### [Exercise description]
Your task is to copy the lines of the data below from the line holding "M1174,683H1201L1200,822H1172Z" through the line holding "M1281,93L1344,94L1343,129L1282,127Z", inclusive, exactly and with nothing added.

### [Material shown]
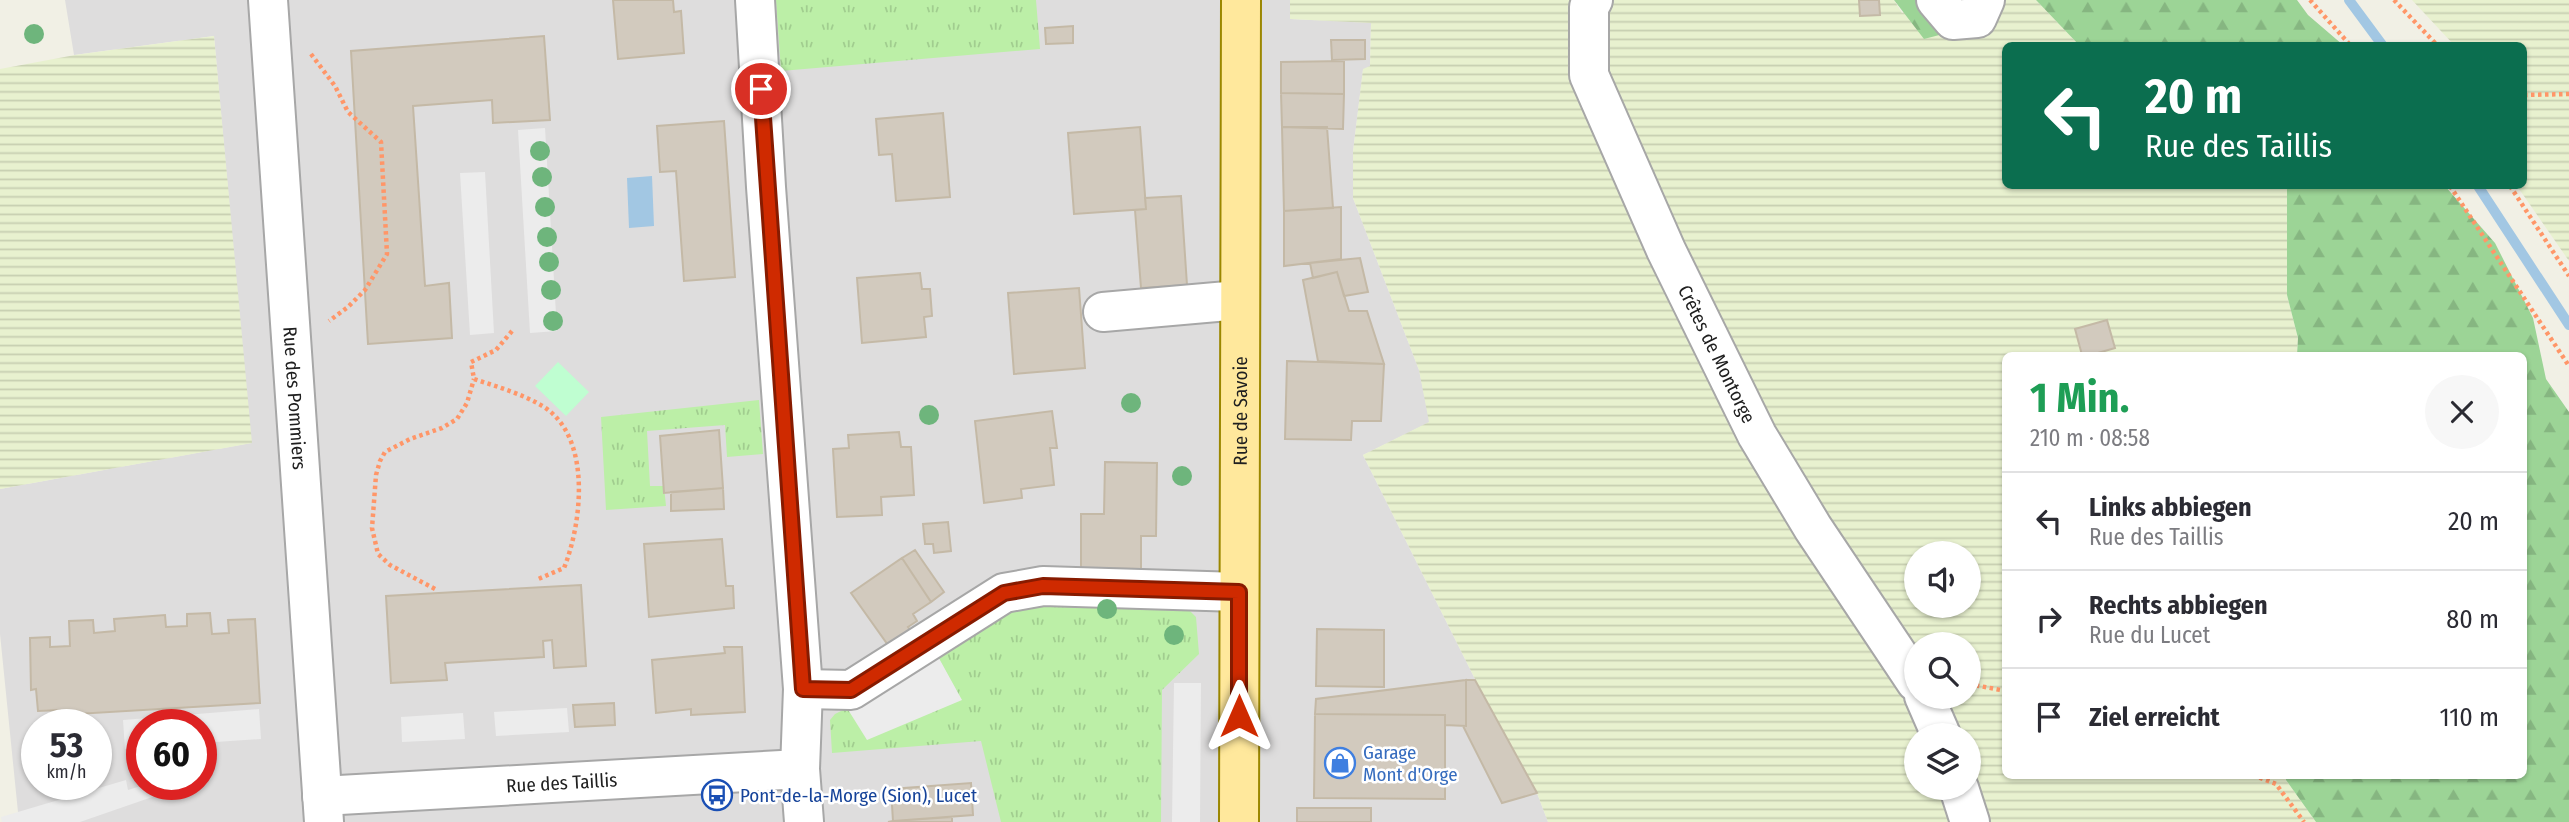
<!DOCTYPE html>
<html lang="de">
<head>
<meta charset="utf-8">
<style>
	:root { --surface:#fff; --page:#f7f7f7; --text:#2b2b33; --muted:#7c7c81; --line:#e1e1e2 }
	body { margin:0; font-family:"Fira Sans Condensed",sans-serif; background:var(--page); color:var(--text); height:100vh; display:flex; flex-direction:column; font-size:26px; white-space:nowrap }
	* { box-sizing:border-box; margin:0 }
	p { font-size:23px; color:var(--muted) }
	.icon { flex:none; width:38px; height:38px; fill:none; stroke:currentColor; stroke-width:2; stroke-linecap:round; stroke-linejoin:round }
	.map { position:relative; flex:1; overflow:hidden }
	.drawer { position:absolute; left:2002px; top:352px; width:525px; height:427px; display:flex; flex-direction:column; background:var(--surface); border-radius:10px; box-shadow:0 2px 5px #0004 }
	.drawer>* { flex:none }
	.hud { position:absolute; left:2002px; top:42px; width:525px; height:147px; border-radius:10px; box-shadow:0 2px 5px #0004; background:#0b6e4f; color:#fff; overflow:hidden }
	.buttons { position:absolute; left:1904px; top:541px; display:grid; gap:14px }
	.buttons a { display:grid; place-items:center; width:77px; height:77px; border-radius:50%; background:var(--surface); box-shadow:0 2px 5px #0004; font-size:35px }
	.speed { position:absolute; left:21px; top:709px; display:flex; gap:14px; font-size:35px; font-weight:700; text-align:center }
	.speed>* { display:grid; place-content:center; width:91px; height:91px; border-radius:50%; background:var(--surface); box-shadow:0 2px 5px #0004; line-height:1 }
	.speed small { font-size:18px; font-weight:400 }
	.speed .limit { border:10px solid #d22; background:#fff; color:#111 }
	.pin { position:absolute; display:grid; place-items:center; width:60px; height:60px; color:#fff; margin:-30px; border:4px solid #fff; border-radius:50%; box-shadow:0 2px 7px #0007 }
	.me { position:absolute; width:77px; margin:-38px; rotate:0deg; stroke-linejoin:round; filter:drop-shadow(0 0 5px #0008) }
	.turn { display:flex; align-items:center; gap:24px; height:147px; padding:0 28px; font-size:32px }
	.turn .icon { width:91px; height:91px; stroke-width:2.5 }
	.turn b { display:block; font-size:49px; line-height:60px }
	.round { display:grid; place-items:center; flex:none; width:74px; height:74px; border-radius:37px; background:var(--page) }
	.head { display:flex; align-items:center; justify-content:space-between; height:119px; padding:0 28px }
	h1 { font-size:42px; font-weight:700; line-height:52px; color:#1e9e55 }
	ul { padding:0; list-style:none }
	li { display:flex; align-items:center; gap:21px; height:98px; padding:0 28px; border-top:2px solid var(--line) }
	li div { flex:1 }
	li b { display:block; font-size:26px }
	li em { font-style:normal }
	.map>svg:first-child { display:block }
</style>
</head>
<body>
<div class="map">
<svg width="2569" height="822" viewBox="0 0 2569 822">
	<defs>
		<pattern id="farmland-rules" width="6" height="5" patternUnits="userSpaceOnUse" patternTransform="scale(1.75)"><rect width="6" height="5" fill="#e8f1cf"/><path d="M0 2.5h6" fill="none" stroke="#c7ceb1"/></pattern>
		<pattern id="grass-tufts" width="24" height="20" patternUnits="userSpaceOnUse" patternTransform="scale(1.75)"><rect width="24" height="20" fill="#bcefa7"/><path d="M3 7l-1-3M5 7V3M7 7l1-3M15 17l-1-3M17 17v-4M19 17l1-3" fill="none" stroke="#a1cd8f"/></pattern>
		<pattern id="forest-firs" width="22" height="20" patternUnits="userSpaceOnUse" patternTransform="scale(1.75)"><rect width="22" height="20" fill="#9cd496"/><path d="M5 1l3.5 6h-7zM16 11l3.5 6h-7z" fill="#86b681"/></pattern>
	</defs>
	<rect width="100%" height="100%" fill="#f1f0e5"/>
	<path fill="#dedddd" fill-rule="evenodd" d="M65,0H1290L1291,19L1371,23L1370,66L1363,70L1353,152V198L1419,370L1430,422L1363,455L1487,703L1537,793L1548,822H19L0,634V489L251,443L214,36L74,55ZM37,724H96V784H37ZM142,724H201V784H142Z"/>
	<path fill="url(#farmland-rules)" fill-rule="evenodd" d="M1290,0H1894L1902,13L1928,0H2036L2079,45L2006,46V186H2287V295L2298,338L2297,355H2006V775H2286V780L2316,822H1548L1537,793L1487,703L1363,455L1429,422L1419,370L1353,198V152L1363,69L1370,66L1371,23L1290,19ZM1916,553H1969V606H1916ZM1916,644H1969V696H1916ZM1916,735H1969V788H1916Z
		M2412,0H2569V261L2517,186H2524V46L2454,45Z
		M214,36L252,443L0,489V69L75,55Z"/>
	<path fill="url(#grass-tufts)" d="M776,0H1036L1040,49L781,71Z
		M759,400L763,454L727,457L725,425L647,431L650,486H664L666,506L606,510L601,417Z
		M1024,602L1173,605L1189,610L1196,617L1199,654L1162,690L1161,822H1001L981,741L832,753L830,720L835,714L847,708L961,700L936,653Z"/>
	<path fill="url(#forest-firs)" d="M1894,0H1928L1947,33L1924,39Z
		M2036,0H2297L2308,15L2343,45H2079Z
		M2287,186H2445L2495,243L2533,318L2546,379L2569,412V822H2316L2286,780V775H2524V355H2297L2298,338L2287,295Z"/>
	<path fill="#bffed1" d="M558,362L589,392L566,416L535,386Z"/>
	<path fill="#ececec" d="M545,128L557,331L530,333L518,130Z
		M485,172L494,333L470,335L460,173Z
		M936,653L962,700L867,740L847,708Z
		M1174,683H1201L1200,822H1172Z
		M567,708L569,732L496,736L494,712Z
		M259,709L261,739L201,743V724H142V748L125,749L123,720Z
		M463,713L465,739L402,742L401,717Z
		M126,780L128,790L147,784L184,786L80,822H2L1,817Z"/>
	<path fill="#a2c7e3" d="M652,176L654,226L629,228L627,178Z"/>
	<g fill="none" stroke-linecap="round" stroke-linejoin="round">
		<path stroke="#a2c7e3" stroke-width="10" d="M2349,0L2383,46
			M2478,186L2569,325"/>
	</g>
	<path fill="#d2cabe" stroke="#c4b9a6" stroke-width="2" d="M613,0H673L674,12L681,11L684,53L618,59Z
		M1859,0H1879L1880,15L1860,16Z
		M1073,26V43L1046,44L1045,28Z
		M544,36L550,120L493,123L492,100L413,106L425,286L449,283L452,338L368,344L351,51Z
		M1331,40H1365V59L1332,60Z
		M1344,61V94L1281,93V62Z
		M1281,93L1344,94L1343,129L1282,127Z
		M943,113L950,197L896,201L892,154L879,155L876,119Z
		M724,121L735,277L684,281L676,171L660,172L657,126Z
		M1140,127L1146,209L1074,214L1068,133Z
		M1282,127H1327L1333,208L1284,211Z
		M1181,196L1187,285L1141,288L1135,210L1146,209L1145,198Z
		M1341,207V259L1284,266V211Z
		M1360,258L1368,292L1344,296L1337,272L1313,278L1310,263Z
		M1337,272L1349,311H1367L1384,364L1318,361L1303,280Z
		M920,273L922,289H930L932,316L924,317L926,337L862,343L857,278Z
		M1079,288L1085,368L1014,374L1008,293Z
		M2107,320L2115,348L2091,355H2082L2075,329Z
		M1287,361L1384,364L1381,421H1352L1351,440L1285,439Z
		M1052,411L1057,448H1050L1054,485L1021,489L1022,498L984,503L975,421Z
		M719,430L723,488L664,493L660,436Z
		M899,432L901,447H911L914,495L881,497L882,515L837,517L833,449L849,448L848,435Z
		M1105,462L1157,463L1156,536H1141V569L1081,568V514H1104Z
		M723,488L724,509L671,511V492Z
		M948,522L951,551L934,553L933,544H925L923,524Z
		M722,539L726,586H733L734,608L649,617L644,544Z
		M915,550L944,592L931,602L902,558Z
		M902,558L931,602L913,614L917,621L908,627L910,630L888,645L851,593Z
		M581,585L586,666L554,668L552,640L543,641L544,657L445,663L447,680L391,683L386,596Z
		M210,613L212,634L229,633L228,620L255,619L260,703L60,715V710L38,711L36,689L31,690L30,638L50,637V647L70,646L69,621L93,620L94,633L115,631L114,619L165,615L166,627L187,626V614Z
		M1317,629L1384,630V687L1316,686Z
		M724,647H742L745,712L691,715V709L656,713L652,660L725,653Z
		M1466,680V726L1445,725V715L1315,714L1316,699Z
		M1466,680H1475L1537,793L1502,803L1463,726H1466Z
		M614,703L615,725L575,727L573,705Z
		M1315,714L1445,715V799L1314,798Z
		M971,783L973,815L893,821L891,789Z
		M1297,808H1371V822H1297Z
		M952,817V822H888L893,821Z"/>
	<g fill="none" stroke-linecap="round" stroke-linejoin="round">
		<g stroke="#a7a7a7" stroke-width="42">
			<g id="minor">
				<path id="s1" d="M268,0L324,822"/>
				<path d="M755,0L766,187L803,689L800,769L804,822"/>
				<path id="s2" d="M1593,0L1589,7V75L1666,250L1757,435L1813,528L1916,682"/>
				<path d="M1936,0L1953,20L1977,18L1985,0"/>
				<path d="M1103,312L1239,300"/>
				<path d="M803,689L851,690L1004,593L1043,586L1239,592"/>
				<path d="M1924,696L1941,735"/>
				<path d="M1959,788L1970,822"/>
				<path id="s3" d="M322,796L800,769"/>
			</g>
		</g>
		<g stroke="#9b8700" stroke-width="42">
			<g id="major">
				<path id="s4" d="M1239,822L1241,0"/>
			</g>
		</g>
		<path stroke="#ff9668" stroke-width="4.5" stroke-dasharray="3.5 3.5" stroke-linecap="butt" d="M2310,0L2351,46
			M2394,0L2438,46
			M311,54L335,86L348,112L381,142L387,254L365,290L348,307L329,321
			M2524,95L2569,94
			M2450,186L2569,366
			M2510,186L2569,276
			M512,331L496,350L471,362L474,379C498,387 523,394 544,407C592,438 582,523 564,568L536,580
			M435,589L390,565L378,554L372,528L376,475L380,461L385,452L410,439L442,428L457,419L467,403L474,379
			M1969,684L2006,691
			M2253,775L2276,784L2304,822"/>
		<use href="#minor" stroke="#fff" stroke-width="38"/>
		<use href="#major" stroke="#ffe89c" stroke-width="38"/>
	</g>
	<g fill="#6eb57c">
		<circle cx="34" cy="34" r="10"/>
		<circle cx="540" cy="151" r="10"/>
		<circle cx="542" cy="177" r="10"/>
		<circle cx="545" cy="207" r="10"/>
		<circle cx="547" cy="237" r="10"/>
		<circle cx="549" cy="262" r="10"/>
		<circle cx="551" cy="290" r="10"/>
		<circle cx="553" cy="321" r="10"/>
		<circle cx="1131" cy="403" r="10"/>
		<circle cx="929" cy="415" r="10"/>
		<circle cx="1182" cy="476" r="10"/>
		<circle cx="1107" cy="609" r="10"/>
		<circle cx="1174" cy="635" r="10"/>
	</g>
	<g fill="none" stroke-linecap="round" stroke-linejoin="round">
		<g stroke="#871b00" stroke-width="18">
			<path id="route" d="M761,89L803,689L851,690L1004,593L1043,586L1239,592V716"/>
		</g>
		<use href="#route" stroke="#cf2a00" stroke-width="12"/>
	</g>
	<defs>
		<g id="shop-ring" transform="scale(1.575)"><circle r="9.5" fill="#fff" stroke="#3f7fe0" stroke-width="1.5"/><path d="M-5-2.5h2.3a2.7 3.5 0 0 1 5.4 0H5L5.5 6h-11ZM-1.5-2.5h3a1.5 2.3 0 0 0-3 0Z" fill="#3f7fe0"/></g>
		<g id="bus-ring" transform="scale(1.575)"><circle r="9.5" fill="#fff" stroke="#1a4fb4" stroke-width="1.5"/><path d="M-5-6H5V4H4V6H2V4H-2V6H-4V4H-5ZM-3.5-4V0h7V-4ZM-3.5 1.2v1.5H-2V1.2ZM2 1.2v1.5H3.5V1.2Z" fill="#1a4fb4"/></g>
	</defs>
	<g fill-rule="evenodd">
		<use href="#shop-ring" x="1340" y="763"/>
		<use href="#bus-ring" x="717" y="795"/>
	</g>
	<g text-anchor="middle" stroke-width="5" stroke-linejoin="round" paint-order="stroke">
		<g font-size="19" fill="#202020" stroke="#fff">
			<text dy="7" stroke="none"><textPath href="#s2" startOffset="383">Crêtes de Montorge</textPath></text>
			<text dy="7" stroke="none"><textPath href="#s1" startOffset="399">Rue des Pommiers</textPath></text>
			<text dy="7" stroke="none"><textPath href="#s4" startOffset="411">Rue de Savoie</textPath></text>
			<text dy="7" stroke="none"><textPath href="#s3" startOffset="240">Rue des Taillis</textPath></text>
		</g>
		<g font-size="19" fill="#366cbe" stroke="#fff" text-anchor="start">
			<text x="1363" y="759">Garage<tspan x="1363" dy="22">Mont d'Orge</tspan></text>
		</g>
		<g font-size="19" fill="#164399" stroke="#fff" text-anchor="start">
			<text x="740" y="802">Pont-de-la-Morge (Sion), Lucet</text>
		</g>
	</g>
</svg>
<div class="buttons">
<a><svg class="icon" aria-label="sound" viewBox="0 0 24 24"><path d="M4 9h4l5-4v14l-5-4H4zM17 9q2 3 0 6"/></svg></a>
<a><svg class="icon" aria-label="search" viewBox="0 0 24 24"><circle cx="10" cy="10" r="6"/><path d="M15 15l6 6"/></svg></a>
<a><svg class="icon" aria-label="layers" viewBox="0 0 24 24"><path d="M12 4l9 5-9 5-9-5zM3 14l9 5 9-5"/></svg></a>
</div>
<div class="speed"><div>53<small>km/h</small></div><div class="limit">60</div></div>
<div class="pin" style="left:761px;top:89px;background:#d93025"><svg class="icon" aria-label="arrive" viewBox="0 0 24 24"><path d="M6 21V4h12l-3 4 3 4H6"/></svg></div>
<svg class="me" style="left:1239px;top:716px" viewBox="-20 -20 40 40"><path d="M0-17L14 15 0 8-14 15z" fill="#cf2a00" stroke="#fff" stroke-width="4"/></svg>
<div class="hud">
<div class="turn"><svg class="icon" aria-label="left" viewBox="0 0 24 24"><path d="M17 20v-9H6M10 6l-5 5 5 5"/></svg><div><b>20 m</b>Rue des Taillis</div></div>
</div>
<section class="drawer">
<div class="head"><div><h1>1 Min.</h1><p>210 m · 08:58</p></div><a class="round"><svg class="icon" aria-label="close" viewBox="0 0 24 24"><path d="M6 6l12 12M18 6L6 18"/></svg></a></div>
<ul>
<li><svg class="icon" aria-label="left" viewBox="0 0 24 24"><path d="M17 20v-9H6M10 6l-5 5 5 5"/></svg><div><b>Links abbiegen</b><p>Rue des Taillis</p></div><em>20 m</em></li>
<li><svg class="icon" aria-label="right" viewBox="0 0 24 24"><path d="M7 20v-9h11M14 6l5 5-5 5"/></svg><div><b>Rechts abbiegen</b><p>Rue du Lucet</p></div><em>80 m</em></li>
<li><svg class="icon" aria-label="arrive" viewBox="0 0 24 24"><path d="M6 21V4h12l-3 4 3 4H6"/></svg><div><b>Ziel erreicht</b></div><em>110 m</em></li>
</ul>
</section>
</div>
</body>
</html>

### [Reply to the task]
		M1174,683H1201L1200,822H1172Z
		M567,708L569,732L496,736L494,712Z
		M259,709L261,739L201,743V724H142V748L125,749L123,720Z
		M463,713L465,739L402,742L401,717Z
		M126,780L128,790L147,784L184,786L80,822H2L1,817Z"/>
	<path fill="#a2c7e3" d="M652,176L654,226L629,228L627,178Z"/>
	<g fill="none" stroke-linecap="round" stroke-linejoin="round">
		<path stroke="#a2c7e3" stroke-width="10" d="M2349,0L2383,46
			M2478,186L2569,325"/>
	</g>
	<path fill="#d2cabe" stroke="#c4b9a6" stroke-width="2" d="M613,0H673L674,12L681,11L684,53L618,59Z
		M1859,0H1879L1880,15L1860,16Z
		M1073,26V43L1046,44L1045,28Z
		M544,36L550,120L493,123L492,100L413,106L425,286L449,283L452,338L368,344L351,51Z
		M1331,40H1365V59L1332,60Z
		M1344,61V94L1281,93V62Z
		M1281,93L1344,94L1343,129L1282,127Z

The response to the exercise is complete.